Fixing Lag: Picking Up Low Hanging Fruit

2010-09-13 - By CCP Veritas

Greetings folks,

Just wanted to toss you folks a quick nugget of what we in the lag-fighting force have been up to lately.  This report is for one inefficiency that was found while doing thin-client testing; the result of which has been live on Tranquility for a while now.

Hope you enjoy,

~CCP Veritas


Player Module Repeat Optimization (8.5 Awesomes)

The Problem:

Thin client tests showed that modest numbers of clients shooting civilian lasers caused unreasonable CPU usage.  Since civilian lasers don't use ammo, this removed inventory as a cause of load, and left what should be a very simple damage calculation.  Analysis showed that most of this CPU time was spent determining if the module was in the process of reloading whenever it was repeated.

The Hypothesis:

The query to tell if a module is repeating required setting up a full ship object then querying it.  The data needed to fulfill that query, however, is contained in a separate ship cache object which means having a full ship object is not required to perform this query.  Removing the instantiation of that object and going directly to the cache instead should give significant improvement.

The Test:

Setup:  50 Maelstroms with 8 Civilian Gatling Pulse Lasers, 6 Civilian Shield Booster I's, and 5 Civilian Armor Repairer's at close range, firing all guns and repeating all modules, for a total of 950 effects being managed.  The flag to turn on the optimization was turned on without change to the clients' activities.

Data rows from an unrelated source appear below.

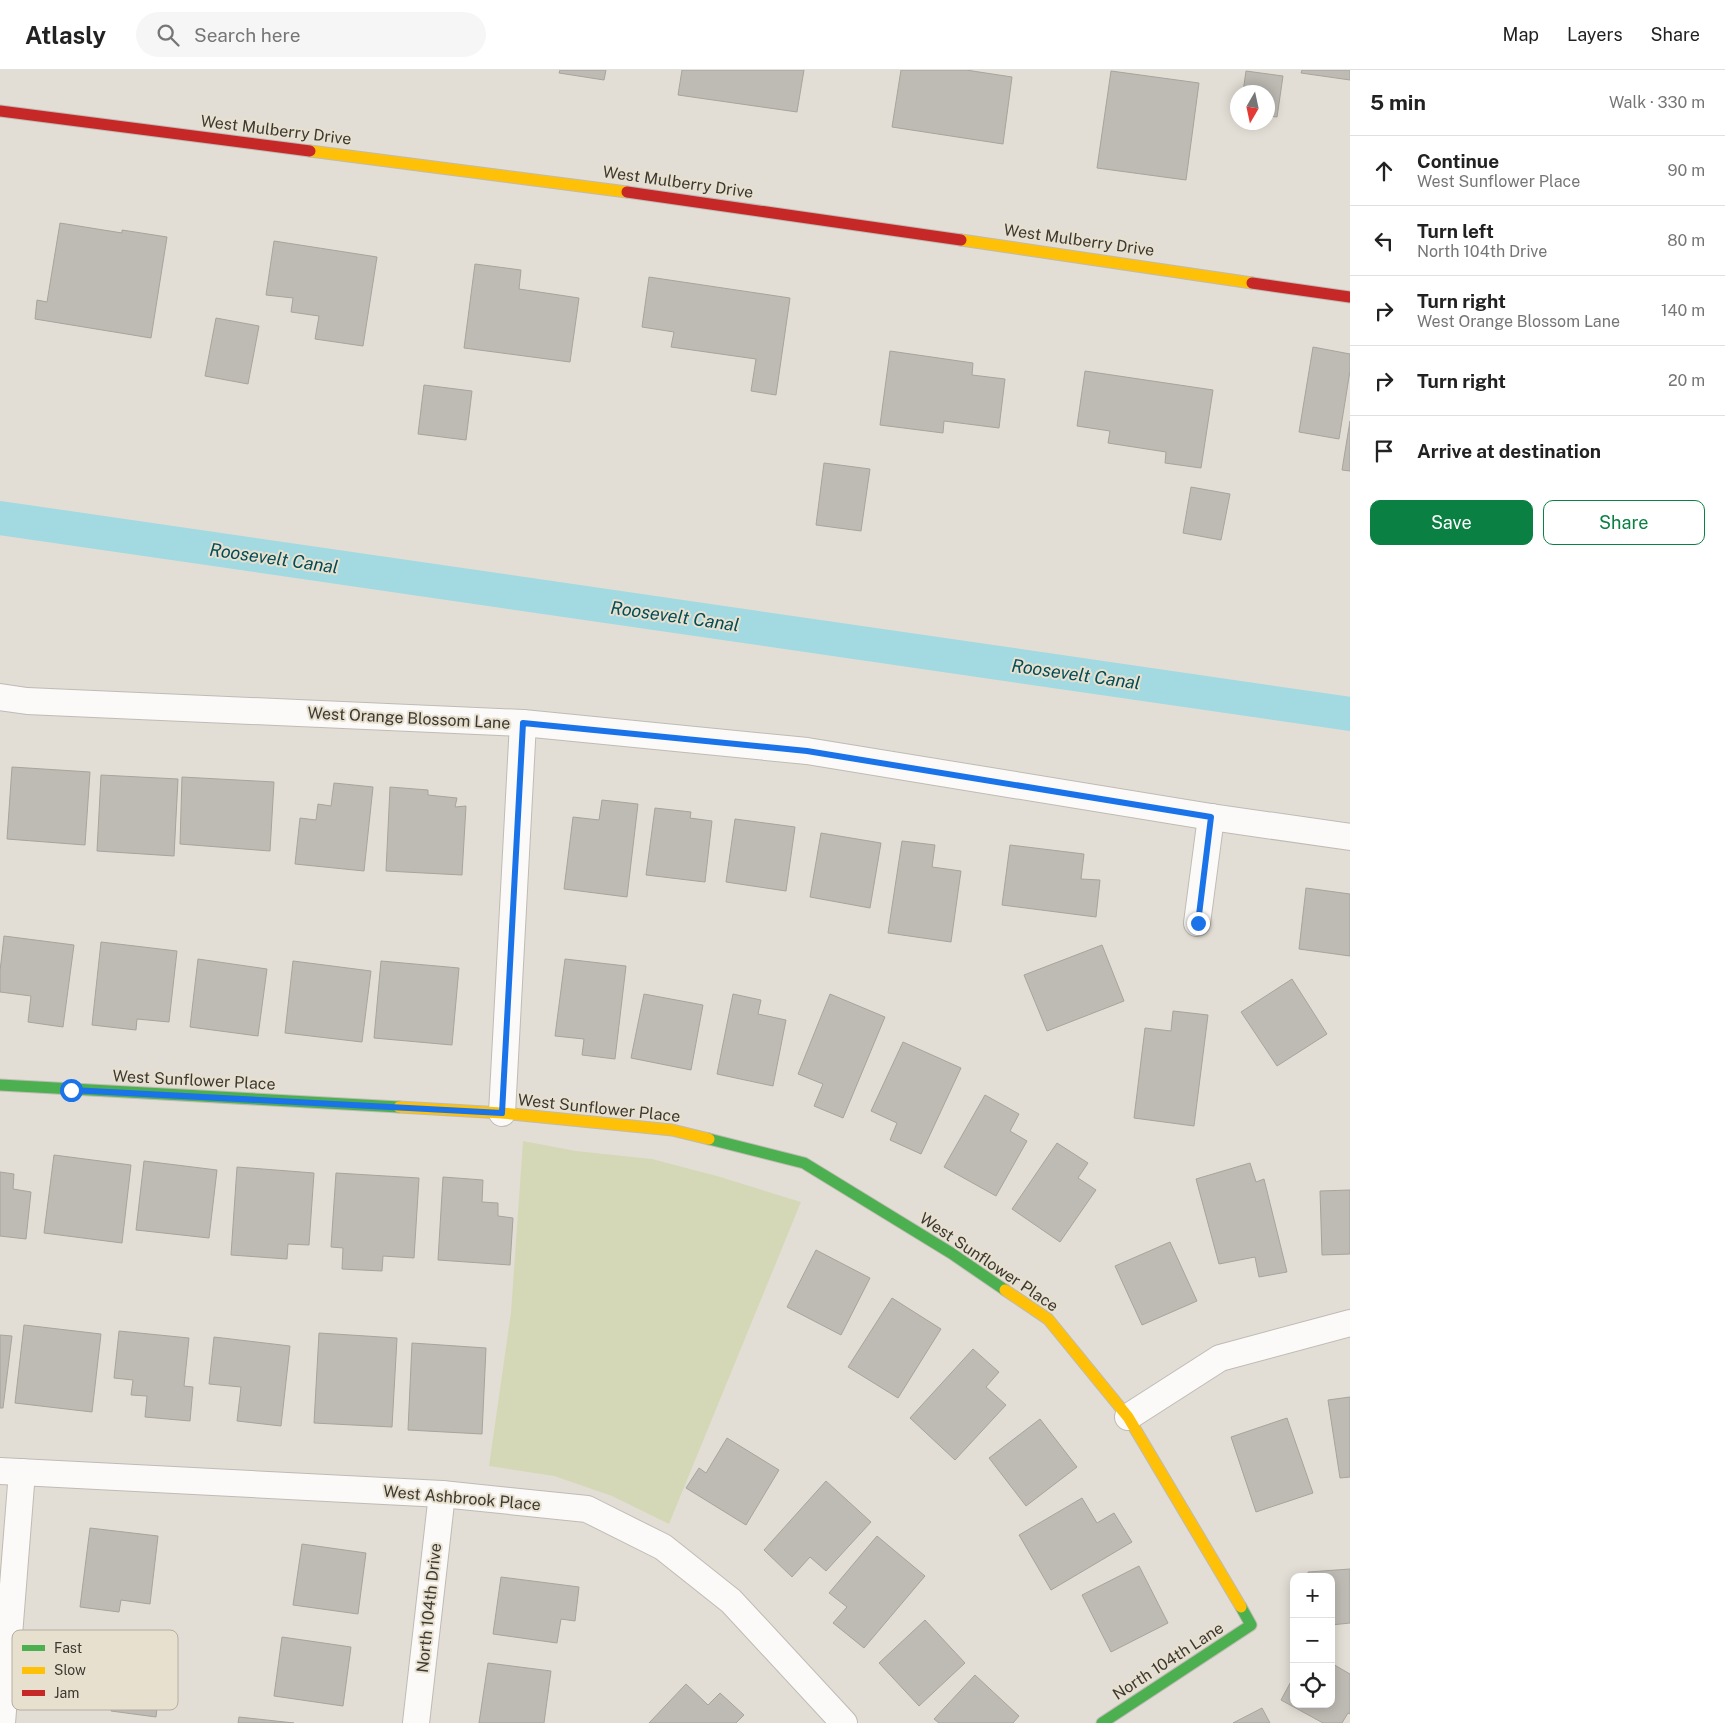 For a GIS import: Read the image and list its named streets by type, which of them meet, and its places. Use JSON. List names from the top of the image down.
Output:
{
  "streets": {
    "street": [
      "West Mulberry Drive",
      "West Orange Blossom Lane",
      "West Sunflower Place",
      "West Ashbrook Place",
      "North 104th Drive",
      "North 104th Lane"
    ]
  },
  "crossings": [
    ["West Sunflower Place", "North 104th Lane"],
    ["West Ashbrook Place", "North 104th Drive"]
  ],
  "water": ["Roosevelt Canal"],
  "legend": ["Fast", "Slow", "Jam"],
  "north": "bottom",
  "page": {
    "header": "Atlasly",
    "search": "Search here",
    "nav": ["Map", "Layers", "Share"],
    "heading": ["5 min", "Walk · 330 m"],
    "list": [
      ["Continue", "West Sunflower Place", "90 m"],
      ["Turn left", "North 104th Drive", "80 m"],
      ["Turn right", "West Orange Blossom Lane", "140 m"],
      ["Turn right", "20 m"],
      "Arrive at destination"
    ],
    "buttons": ["Save", "Share"],
    "map_buttons": ["+", "−"]
  }
}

A drop from approx 82% CPU to approx 35%, a 57% improvement

This optimization should have very wide impact, as players using modules is a very common thing.  Estimated performance gain on a real-world Sol (servers that run game logic) is somewhere in the 5% ballpark, as player module repeating takes around 8-12% of current CPU slices.

TQ Impact:

On August 24th, I tested the waters turning this optimization on a Sol that was very busy managing missioners.  The result was encouraging:

The optimization was turned on cluster-wide during downtime on August 30th, and the trend appears to follow expectation, around a 5% drop in general CPU usage:

Conclusion and Future Work:

For such an easy fix, this had a substantial impact, thus earning the highest Awesomeness rating to date.  Work should continue in finding the performance bottlenecks of this extremely basic test case, as it represents the foundation of the fight mechanics in EVE.